▶ _Exercise requirements_:
Out of the data below, copy every line with the string "block".

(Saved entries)
---+---
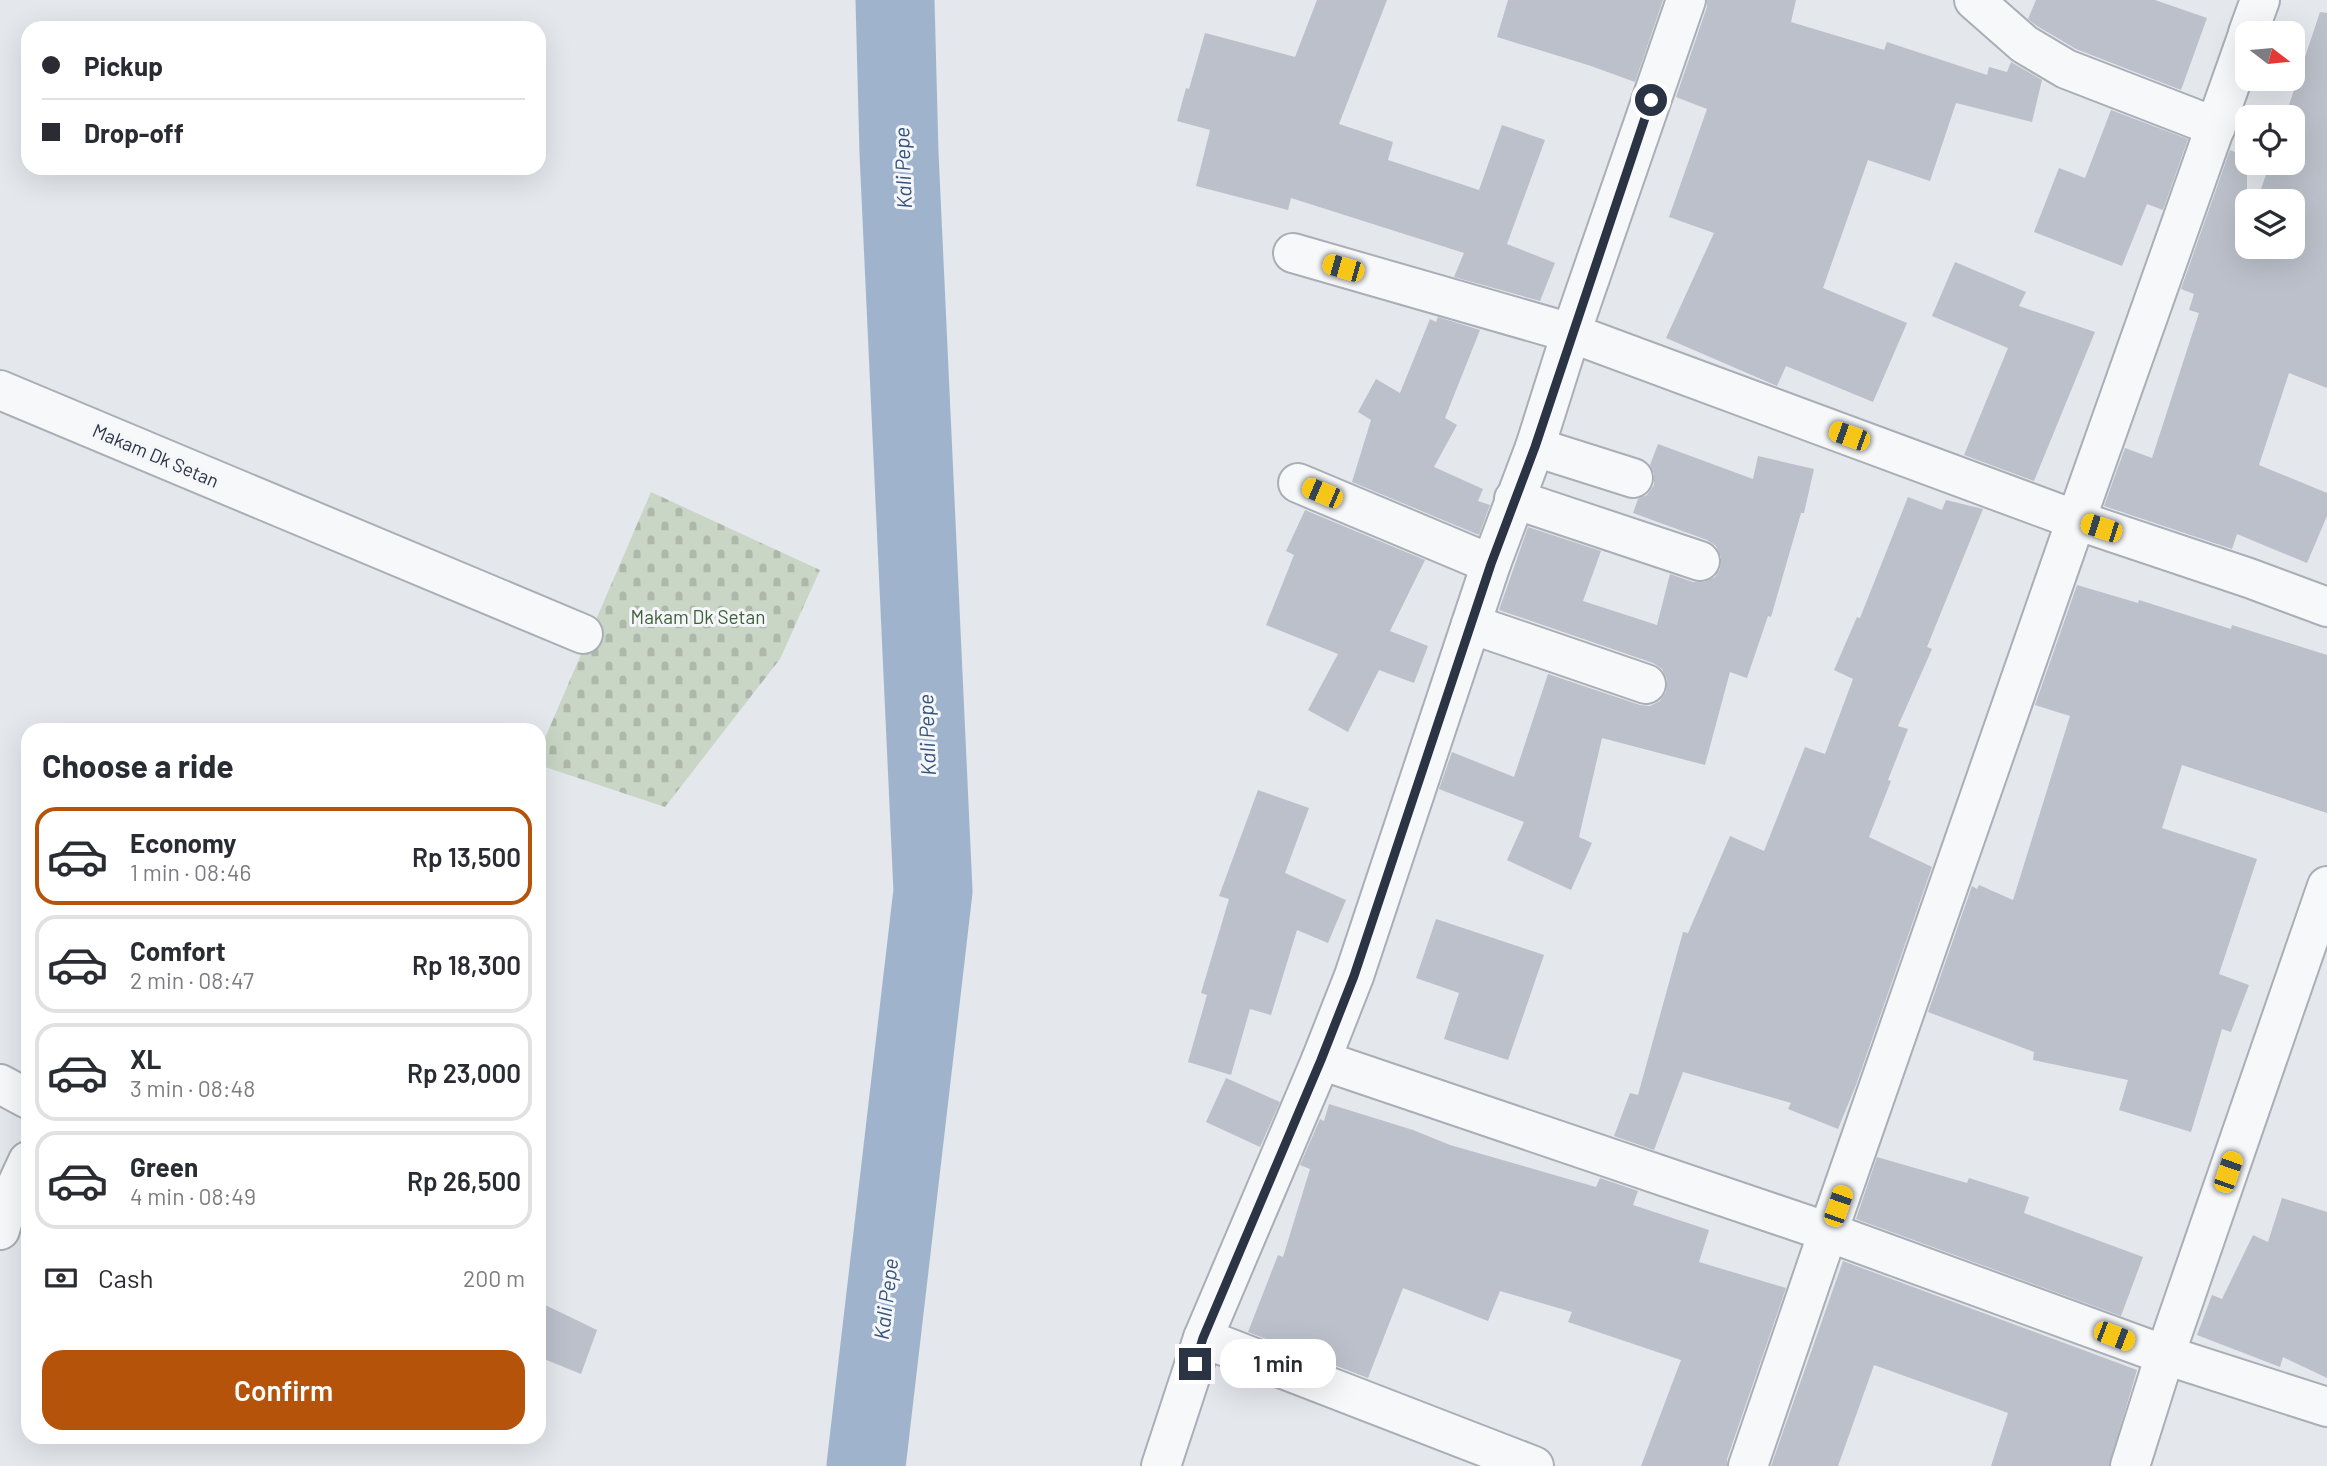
<!DOCTYPE html>
<html lang="en">
<head>
<meta charset="utf-8">
<style>
  :root { --surface:#fff; --page:#f7f7f7; --text:#2b2b33; --muted:#7c7c81; --line:#e1e1e2; --accent:#b45309 }
  body { margin:0; font-family:Barlow,sans-serif; background:var(--page); color:var(--text); height:100vh; display:flex; flex-direction:column; font-size:26px; white-space:nowrap }
  * { box-sizing:border-box; margin:0 }
  p { font-size:23px; color:var(--muted) }
  .icon { flex:none; width:38px; height:38px; fill:none; stroke:currentColor; stroke-width:2; stroke-linecap:round; stroke-linejoin:round }
  .map { position:relative; flex:1; overflow:hidden }
  .drawer { position:absolute; left:21px; top:723px; width:525px; height:721px; display:flex; flex-direction:column; background:var(--surface); border-radius:21px; box-shadow:0 7px 28px #0002 }
  .drawer>* { flex:none }
  .guide { position:absolute; left:21px; top:21px; width:525px; height:154px; border-radius:21px; box-shadow:0 7px 28px #0002; display:grid; align-content:center; height:154px; padding:0 21px; background:var(--surface) }
  .needle { width:46px; rotate:106deg }
  .fabs { position:absolute; left:2235px; top:21px; display:grid; gap:14px }
  .fabs a { display:grid; place-items:center; width:70px; height:70px; border-radius:14px; background:var(--surface); box-shadow:0 7px 28px #0002; font-size:35px }
  .end { position:absolute; width:32px; height:32px; margin:-16px; border:9px solid #2b3445; background:#fff; box-shadow:0 0 0 4px #fff }
  .from { border-radius:50% }
  .bubble { position:absolute; height:49px; border-radius:21px; background:var(--surface); box-shadow:0 7px 28px #0002; font-size:23px; font-weight:600; line-height:49px; text-align:center }
  .car { position:absolute; width:21px; height:42px; margin:-21px -10px; border-radius:9px; box-shadow:0 0 5px 2px #0007; background:linear-gradient(#f5c518 24%,#345 0 40%,#f5c518 0 76%,#345 0 86%,#f5c518 0) }
  .guide b { display:flex; align-items:center; gap:24px; height:66px; font-size:26px }
  .guide b+b { border-top:2px solid var(--line) }
  .guide i { width:18px; height:18px; background:var(--text) }
  ul { padding:0; list-style:none }
  li { display:flex; align-items:center; gap:21px; height:98px; margin:0 14px 10px; padding:0 7px; border:4px solid var(--line); border-radius:21px }
  li div { flex:1 }
  li b { display:block; font-size:26px }
  li em { font-style:normal; font-weight:600 }
  li.on { border-color:var(--accent) }
  li>.icon { width:63px; height:63px; stroke-width:1.5 }
  h2 { padding:0 21px; font-size:32px; line-height:84px }
  .pay { display:flex; align-items:center; gap:18px; height:77px; padding:0 21px; font-size:26px }
  .pay p { margin-inline-start:auto }
  .primary-button { display:flex; gap:14px; margin-top:auto; padding:14px 21px }
  .primary-button a { flex:1; height:80px; border-radius:21px; background:var(--accent); color:#fff; font-size:28px; font-weight:600; line-height:80px; text-align:center }
  .map>svg:first-child { display:block }
</style>
</head>
<body>
<div class="map">
<svg width="2327" height="1466" viewBox="0 0 2327 1466">
  <defs>
    <pattern id="cemetery-stones" width="16" height="16" patternUnits="userSpaceOnUse" patternTransform="scale(1.75)"><rect width="16" height="16" fill="#c9d6c5"/><path d="M2 7V4a2 2 0 0 1 4 0v3zM10 15v-3a2 2 0 0 1 4 0v3z" fill="#adb8ab"/></pattern>
  </defs>
  <rect width="100%" height="100%" fill="#e4e7ec"/>
  <path fill="url(#cemetery-stones)" d="M651,492L820,570L780,659L665,807L539,765V752Z"/>
  <g fill="none" stroke-linecap="round" stroke-linejoin="round">
    <path stroke="#9fb4cc" stroke-width="79" d="M866,1466L933,891L899,153L895,0"/>
  </g>
  <g fill="#bbc0ca">
    <path d="M1317,0H1387L1339,124L1393,142L1388,160L1479,190L1502,125L1545,140L1507,244L1555,263L1540,301L1454,277L1464,253L1291,198L1288,210L1196,186L1210,130L1177,121L1186,88L1189,89L1205,33L1295,57Z"/>
    <path d="M1508,0H1663L1635,82L1591,66L1497,37Z"/>
    <path d="M1707,0H1796L1791,22L1884,50L1887,42L1987,75L1989,67L2007,72L2011,62L2042,80L2032,122L1956,103L1930,181L1868,160L1823,288L1907,323L1873,402L1786,366L1777,386L1666,338L1714,233L1669,217L1707,109L1676,97L1707,7Z"/>
    <path d="M2036,0H2155L2207,18L2181,90L2076,49L2037,26L2028,19Z"/>
    <path d="M2320,12L2327,13V388L2289,373L2259,465L2327,493V516L2307,563L2237,534L2232,549L2104,506L2125,448L2152,458L2199,313L2189,310L2194,294L2181,289L2230,150L2247,157V247H2292V201H2257L2270,163H2292V117H2285Z"/>
    <path d="M2111,110L2188,139L2163,210L2147,204L2122,266L2034,232L2059,168L2085,178Z"/>
    <path d="M1955,262L2026,292L2019,306L2095,332L2034,481L1964,455L2008,348L1932,316Z"/>
    <path d="M1438,317L1480,330L1445,418L1457,425L1434,467L1483,489L1478,501L1490,505L1479,535L1352,482L1371,420L1358,412L1376,379L1400,393L1430,319L1436,322Z"/>
    <path d="M1658,444L1753,479L1758,456L1814,469L1804,513H1801L1771,617L1768,616L1747,678L1730,672L1705,765L1602,738L1579,837L1592,843L1571,890L1507,860L1524,822L1439,789L1452,752L1514,777L1548,674L1640,705L1650,706L1660,701L1666,692L1667,679L1662,669L1653,663L1499,610L1528,527L1601,551L1583,601L1657,625L1670,574L1693,582H1704L1715,577L1720,569L1721,557L1716,546L1707,540L1633,513L1638,499L1647,495L1654,485V474L1650,465Z"/>
    <path d="M1908,497L1942,510L1946,500L1983,509L1927,647L1932,649L1898,726L1908,729L1888,780L1891,781L1869,837L1932,867L1856,1085L1838,1129L1788,1109L1791,1103L1683,1072L1654,1150L1614,1136L1630,1093L1638,1095L1683,932L1688,933L1730,836L1764,851L1805,747L1825,754L1853,679L1834,670L1857,617L1860,618Z"/>
    <path d="M1305,510L1425,560L1390,631L1428,646L1414,683L1379,670L1348,732L1308,710L1338,654L1266,625L1294,555L1286,551Z"/>
    <path d="M2077,585L2138,603L2139,600L2231,629L2232,625L2327,655V813L2182,765L2162,828L2257,859L2219,974L2249,985L2231,1032L2222,1029L2191,1132L2119,1110L2128,1080L2033,1060L2034,1052L1928,1012L1972,886L1977,889L1979,885L2013,900L2070,716L2035,705Z"/>
    <path d="M1258,790L1309,808L1285,873L1346,900L1328,943L1297,930L1271,1015L1250,1009L1231,1075L1188,1062L1207,995L1201,993L1229,899L1219,896Z"/>
    <path d="M1436,919L1544,955L1508,1060L1444,1039L1459,993L1416,978Z"/>
    <path d="M1226,1078L1280,1102L1260,1147L1206,1122Z"/>
    <path d="M1329,1104L1413,1130L1450,1145L1596,1187L1600,1178L1638,1191L1633,1205L1709,1230L1699,1262L1786,1288L1727,1459V1466H1641L1681,1360L1568,1322L1572,1312L1500,1291L1488,1321L1403,1288L1368,1378L1248,1332L1278,1255L1283,1257L1310,1169L1300,1165L1320,1119L1324,1121Z"/>
    <path d="M1877,1157L1967,1183L1969,1178L2029,1197L2024,1213L2143,1257L2121,1316L1856,1219Z"/>
    <path d="M2282,1198L2327,1212V1378L2283,1357L2280,1367L2197,1335L2212,1295L2222,1299L2253,1235L2268,1242Z"/>
    <path d="M1843,1261L2137,1370L2109,1466H1991L2008,1413L1874,1365L1838,1466H1771Z"/>
    <path d="M539,1302L597,1330L581,1374L539,1357Z"/>
  </g>
  <g fill="none" stroke-linecap="round" stroke-linejoin="round">
    <defs>
      <g id="minor">
        <path d="M1686,0L1571,333L1535,447L1491,564L1354,976L1321,1060L1828,1232L1748,1466"/>
        <path d="M1974,0L2024,44L2066,69L2216,127"/>
        <path d="M2248,33L2260,0"/>
        <path d="M1293,253L1571,333L2076,520L2247,37"/>
        <path d="M0,390L583,634"/>
        <path d="M1535,447L1633,478"/>
        <path d="M1298,483L1491,564"/>
        <path d="M1514,499L1700,561"/>
        <path d="M2327,607L2249,578L2076,520L1828,1232L2165,1355L2327,886"/>
        <path d="M1471,624L1646,684"/>
        <path d="M0,1084L28,1099"/>
        <path d="M0,1230L7,1206L28,1161"/>
        <path d="M1203,1338L1534,1466"/>
        <path d="M1161,1466L1203,1338L1321,1060"/>
        <path d="M2130,1466L2165,1355L2327,1407"/>
      </g>
    </defs>
    <use href="#minor" stroke="#a9aeb7" stroke-width="42"/>
    <use href="#minor" stroke="#f7f8fa" stroke-width="38"/>
  </g>
  <g fill="none" stroke-linecap="round" stroke-linejoin="round">
    <path stroke="#2b3445" stroke-width="9" d="M1195,1364L1203,1338L1321,1060L1354,976L1491,564L1535,447L1651,100"/>
  </g>
  <g text-anchor="middle" dominant-baseline="central" stroke-width="6" stroke-linejoin="round" paint-order="stroke">
    <g font-size="19" fill="#2b3445" stroke="#f4f6f9">
      <text transform="translate(156 455) rotate(23)">Makam Dk Setan</text>
    </g>
    <g font-size="19" fill="#3f6138" stroke="#f4f6f9">
      <text x="698" y="616">Makam Dk Setan</text>
    </g>
    <g font-size="21" font-style="italic" fill="#34527a" stroke="#f4f6f9">
      <text transform="translate(902 168) rotate(-92)">Kali Pepe</text>
      <text transform="translate(926 735) rotate(-92)">Kali Pepe</text>
      <text transform="translate(885 1299) rotate(-83)">Kali Pepe</text>
    </g>
  </g>
</svg>
<div class="fabs">
<a><svg class="needle" viewBox="-14 -14 28 28"><path d="M0-13l5 13h-10z" fill="#e53935"/><path d="M0 13l5-13h-10z" fill="#7c7c81"/></svg></a>
<a><svg class="icon" aria-label="locate" viewBox="0 0 24 24"><circle cx="12" cy="12" r="6"/><path d="M12 2v4M12 18v4M2 12h4M18 12h4"/></svg></a>
<a><svg class="icon" aria-label="layers" viewBox="0 0 24 24"><path d="M12 4l9 5-9 5-9-5zM3 14l9 5 9-5"/></svg></a>
</div>
<i class="end from" style="left:1651px;top:100px"></i>
<i class="end" style="left:1195px;top:1364px"></i>
<div class="bubble" style="left:1220px;top:1339px;width:116px">1 min</div>
<i class="car" style="left:1343px;top:268px;rotate:286deg"></i>
<i class="car" style="left:1849px;top:436px;rotate:290deg"></i>
<i class="car" style="left:1322px;top:493px;rotate:293deg"></i>
<i class="car" style="left:2101px;top:528px;rotate:288deg"></i>
<i class="car" style="left:2228px;top:1172px;rotate:19deg"></i>
<i class="car" style="left:1838px;top:1206px;rotate:19deg"></i>
<i class="car" style="left:2114px;top:1336px;rotate:111deg"></i>
<div class="guide">
<b><i class="from"></i>Pickup</b>
<b><i></i>Drop-off</b>
</div>
<section class="drawer">
<h2>Choose a ride</h2>
<ul>
<li class="on"><svg class="icon" aria-label="car" viewBox="0 0 24 24"><path d="M5 17H2v-5l4-1 3-4h7l3 4 3 1v5h-3M9 17h6M6 11h13"/><circle cx="7" cy="17" r="2"/><circle cx="17" cy="17" r="2"/></svg><div><b>Economy</b><p>1 min · 08:46</p></div><em>Rp 13,500</em></li>
<li><svg class="icon" aria-label="car" viewBox="0 0 24 24"><path d="M5 17H2v-5l4-1 3-4h7l3 4 3 1v5h-3M9 17h6M6 11h13"/><circle cx="7" cy="17" r="2"/><circle cx="17" cy="17" r="2"/></svg><div><b>Comfort</b><p>2 min · 08:47</p></div><em>Rp 18,300</em></li>
<li><svg class="icon" aria-label="car" viewBox="0 0 24 24"><path d="M5 17H2v-5l4-1 3-4h7l3 4 3 1v5h-3M9 17h6M6 11h13"/><circle cx="7" cy="17" r="2"/><circle cx="17" cy="17" r="2"/></svg><div><b>XL</b><p>3 min · 08:48</p></div><em>Rp 23,000</em></li>
<li><svg class="icon" aria-label="car" viewBox="0 0 24 24"><path d="M5 17H2v-5l4-1 3-4h7l3 4 3 1v5h-3M9 17h6M6 11h13"/><circle cx="7" cy="17" r="2"/><circle cx="17" cy="17" r="2"/></svg><div><b>Green</b><p>4 min · 08:49</p></div><em>Rp 26,500</em></li>
</ul>
<div class="pay"><svg class="icon" aria-label="cash" viewBox="0 0 24 24"><path d="M3 7h18v10H3z"/><circle cx="12" cy="12" r="2"/></svg>Cash<p>200 m</p></div>
<div class="primary-button"><a>Confirm</a></div>
</section>
</div>
</body>
</html>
---+---
▶ _Expected answer_:
  li b { display:block; font-size:26px }
  .map>svg:first-child { display:block }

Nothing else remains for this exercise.